Look through the material below and give the number of lines holding "hidden", with no other words.

*** Material provided Section Begins ***

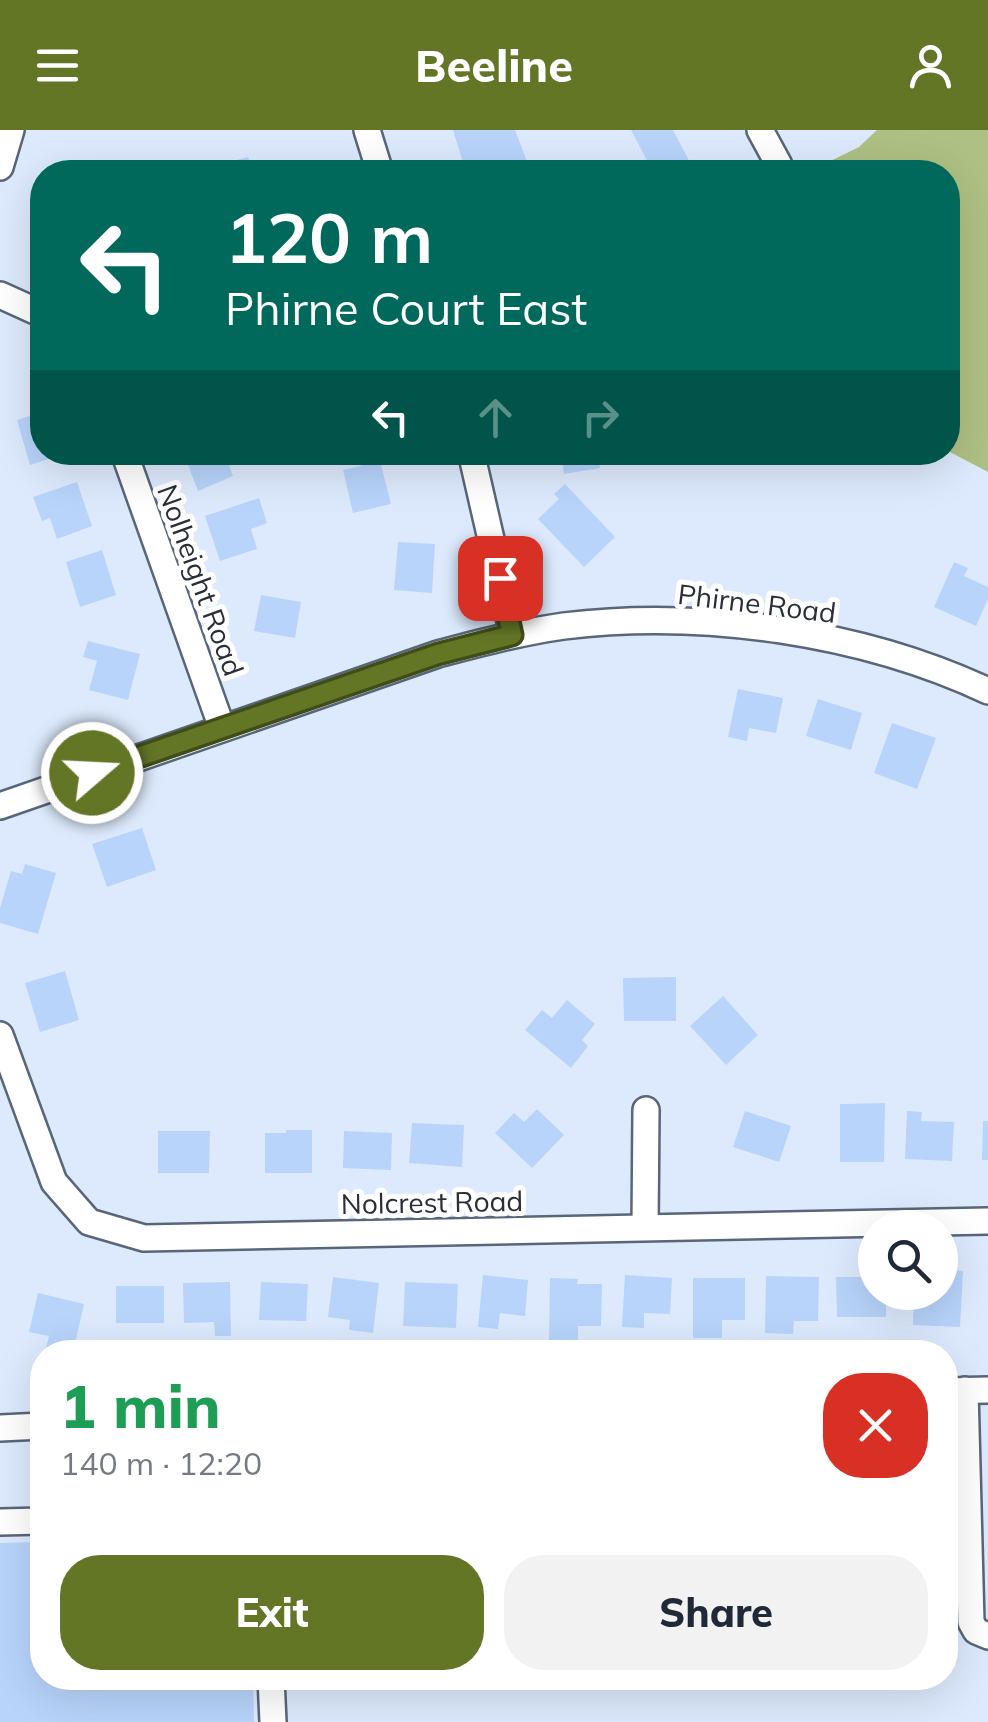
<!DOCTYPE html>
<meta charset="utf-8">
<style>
body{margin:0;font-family:Mulish,sans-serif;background:#f2f2f3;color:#1f2937;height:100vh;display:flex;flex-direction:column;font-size:38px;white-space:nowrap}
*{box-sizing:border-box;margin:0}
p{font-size:32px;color:#747a83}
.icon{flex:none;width:55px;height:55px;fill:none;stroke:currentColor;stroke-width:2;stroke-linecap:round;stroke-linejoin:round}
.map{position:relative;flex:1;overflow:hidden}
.panel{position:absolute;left:30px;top:1210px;width:928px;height:350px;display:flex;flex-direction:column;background:#fff;border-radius:40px;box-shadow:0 10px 40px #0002}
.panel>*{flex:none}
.banner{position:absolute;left:30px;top:30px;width:930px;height:305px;border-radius:40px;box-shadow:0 10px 40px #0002;background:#00695c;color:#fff;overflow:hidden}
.tools{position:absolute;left:858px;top:1080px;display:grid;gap:20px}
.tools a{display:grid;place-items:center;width:100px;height:100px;border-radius:50%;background:#fff;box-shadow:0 10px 40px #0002;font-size:50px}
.pin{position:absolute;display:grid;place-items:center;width:85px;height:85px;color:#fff;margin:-42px;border-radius:20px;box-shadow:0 5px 15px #0006}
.me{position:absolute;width:110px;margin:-55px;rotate:71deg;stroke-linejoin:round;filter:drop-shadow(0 0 8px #0008)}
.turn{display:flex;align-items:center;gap:35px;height:210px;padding:0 30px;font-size:45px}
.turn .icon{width:130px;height:130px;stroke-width:2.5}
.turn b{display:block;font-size:70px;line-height:85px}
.lanes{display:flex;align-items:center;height:95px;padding:0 30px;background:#0003;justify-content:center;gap:50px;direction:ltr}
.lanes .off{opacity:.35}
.round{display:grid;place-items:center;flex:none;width:105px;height:105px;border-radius:40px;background:#f2f2f3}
.head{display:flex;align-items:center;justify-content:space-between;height:170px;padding:0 30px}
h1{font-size:60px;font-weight:800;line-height:75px;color:#1e9e55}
.action{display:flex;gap:20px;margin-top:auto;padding:20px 30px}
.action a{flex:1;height:115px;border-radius:40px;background:#637626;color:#fff;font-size:40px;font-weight:800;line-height:115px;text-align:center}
.action a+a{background:#f2f2f3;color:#1f2937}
header{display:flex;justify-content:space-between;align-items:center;height:130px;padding:0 30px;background:#637626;color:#fff;font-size:45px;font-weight:800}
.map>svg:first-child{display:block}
.green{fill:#afc084}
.building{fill:#b8d4fb}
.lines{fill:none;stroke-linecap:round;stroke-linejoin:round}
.minor-casing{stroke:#58667a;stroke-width:30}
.minor{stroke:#fff;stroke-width:25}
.route-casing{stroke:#404d19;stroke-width:25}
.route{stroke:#637626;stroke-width:18}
.labels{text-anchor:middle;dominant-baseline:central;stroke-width:10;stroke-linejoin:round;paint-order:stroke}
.street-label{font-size:28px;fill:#292f38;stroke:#fff}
</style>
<header><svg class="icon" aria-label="menu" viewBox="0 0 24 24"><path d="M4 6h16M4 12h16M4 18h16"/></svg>Beeline<svg class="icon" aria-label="person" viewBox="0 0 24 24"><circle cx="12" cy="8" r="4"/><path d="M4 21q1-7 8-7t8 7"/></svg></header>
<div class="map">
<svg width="988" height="1592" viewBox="0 0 988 1592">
<rect width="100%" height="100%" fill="#ddeafd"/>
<path class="green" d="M877 0H988V342L948 321V42H808L859 17Z"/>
<path class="building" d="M453 0H515L531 42H466Z
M631 0H673L695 42H653Z
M248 27 254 42H195V41Z
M42 282V322L68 323 30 335 17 290Z
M183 322H224L233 346 198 361Z
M561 322H597L600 338 564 344Z
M380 331 391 374 353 383 343 340Z
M77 352 92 396 57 409 50 388 42 391 33 367Z
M565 354 615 407 584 437 538 389 559 369 554 364Z
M259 368 267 393 251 399 257 419 220 431 205 386Z
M398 412 435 414 432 463 394 460Z
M102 420 116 465 80 477 66 432Z
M954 432 968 438 964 446 988 457V469L976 496 934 477Z
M261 465 301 472 295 508 254 501Z
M88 511 140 524 128 570 89 560 97 531 83 527Z
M738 559 783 568 776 603 749 598 747 611 728 607Z
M818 569 862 583 851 620 806 606Z
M892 593 936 608 917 659 874 643Z
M142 698 156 740 107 757 92 714Z
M25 734 56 743 38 804 0 793V778L11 741 22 744Z
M65 841 79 890 40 902 25 853Z
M676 847V891H624L623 848Z
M723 866 758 905 726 935 690 896Z
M567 870 595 894 582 910 588 916 571 938 525 900 542 880 552 888Z
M885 973 884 1032H840V974Z
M537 979 564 1005 532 1038 495 1003 514 983 524 992Z
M745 981 791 996 779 1032 733 1017Z
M907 981 922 982 921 991 954 992 952 1031 905 1029Z
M983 991H988V1030H982Z
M412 993 464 995 462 1037 409 1033Z
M286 1000H312V1043H265V1003H286Z
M158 1001H210L209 1043H158Z
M344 1001 392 1003 391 1040 343 1038Z
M940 1139 963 1141 960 1197 913 1195 914 1162H940Z
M483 1145 528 1150 525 1186 500 1183 498 1199 478 1197Z
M625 1145 672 1148 670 1184 644 1183V1198L622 1197Z
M766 1146 819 1147 818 1191H794L793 1204 765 1203Z
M333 1147 379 1153 373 1203 349 1200 350 1190 328 1187Z
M836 1147H875V1162H886V1187H837Z
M550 1148 578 1149 577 1154H602L601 1196H578V1210H549Z
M693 1148H745V1190H722V1208H693Z
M230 1152 231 1206H215L214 1192 184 1193 183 1153Z
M261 1152 308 1154 306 1191 259 1190Z
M405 1152 458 1154 456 1198 403 1196Z
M116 1156H164V1193H116Z
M38 1163 84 1174 73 1222 46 1218 49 1206 29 1202Z
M42 1412V1548H253L254 1592H0V1413Z"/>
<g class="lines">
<g class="minor-casing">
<path id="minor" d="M367 0 380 42
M760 0 779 35
M0 37 11 0
M0 165 42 184
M124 322 222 598
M471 322 513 505
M0 676 438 524C480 513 521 502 564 496 702 479 862 502 988 561
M0 905 54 1052 89 1092 144 1108 988 1091
M645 1098 646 980
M965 1260 971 1492 976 1501 988 1506
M945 1261 988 1260
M0 1298 42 1296
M0 1392 42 1391
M271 1548 273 1592"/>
</g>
<use href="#minor" class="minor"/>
</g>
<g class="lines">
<g class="route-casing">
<path id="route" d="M92 643 438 524 512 505 500 448"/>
</g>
<use href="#route" class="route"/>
</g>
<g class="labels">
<g class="street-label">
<text transform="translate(201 450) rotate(70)">Nolheight Road</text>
<text transform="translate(757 473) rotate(7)">Phirne Road</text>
<text transform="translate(432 1072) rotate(-1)">Nolcrest Road</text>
</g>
</g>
</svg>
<div class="tools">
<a><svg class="icon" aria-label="search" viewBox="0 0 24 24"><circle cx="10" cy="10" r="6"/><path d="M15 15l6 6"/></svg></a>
</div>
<div class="pin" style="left:500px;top:448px;background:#d93025"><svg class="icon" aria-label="arrive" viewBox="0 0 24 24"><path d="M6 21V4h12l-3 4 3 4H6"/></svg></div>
<svg class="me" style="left:92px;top:643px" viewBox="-20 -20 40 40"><circle r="17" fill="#637626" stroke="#fff" stroke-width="3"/><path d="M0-11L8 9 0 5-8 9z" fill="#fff"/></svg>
<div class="banner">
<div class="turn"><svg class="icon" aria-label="left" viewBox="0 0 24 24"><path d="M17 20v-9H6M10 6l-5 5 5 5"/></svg><div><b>120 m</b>Phirne Court East</div></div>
<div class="lanes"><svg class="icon" aria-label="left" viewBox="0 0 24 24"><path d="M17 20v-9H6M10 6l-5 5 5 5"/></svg><svg class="icon off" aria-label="ahead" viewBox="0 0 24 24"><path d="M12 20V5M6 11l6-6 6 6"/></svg><svg class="icon off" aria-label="right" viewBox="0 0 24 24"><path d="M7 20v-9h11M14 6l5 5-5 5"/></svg></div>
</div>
<section class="panel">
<div class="head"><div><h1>1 min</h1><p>140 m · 12:20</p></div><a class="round" style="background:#d93025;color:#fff"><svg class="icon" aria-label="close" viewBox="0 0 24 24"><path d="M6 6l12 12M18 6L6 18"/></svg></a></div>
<div class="action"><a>Exit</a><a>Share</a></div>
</section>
</div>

*** Material provided Section Ends ***

Result of the exercise: 2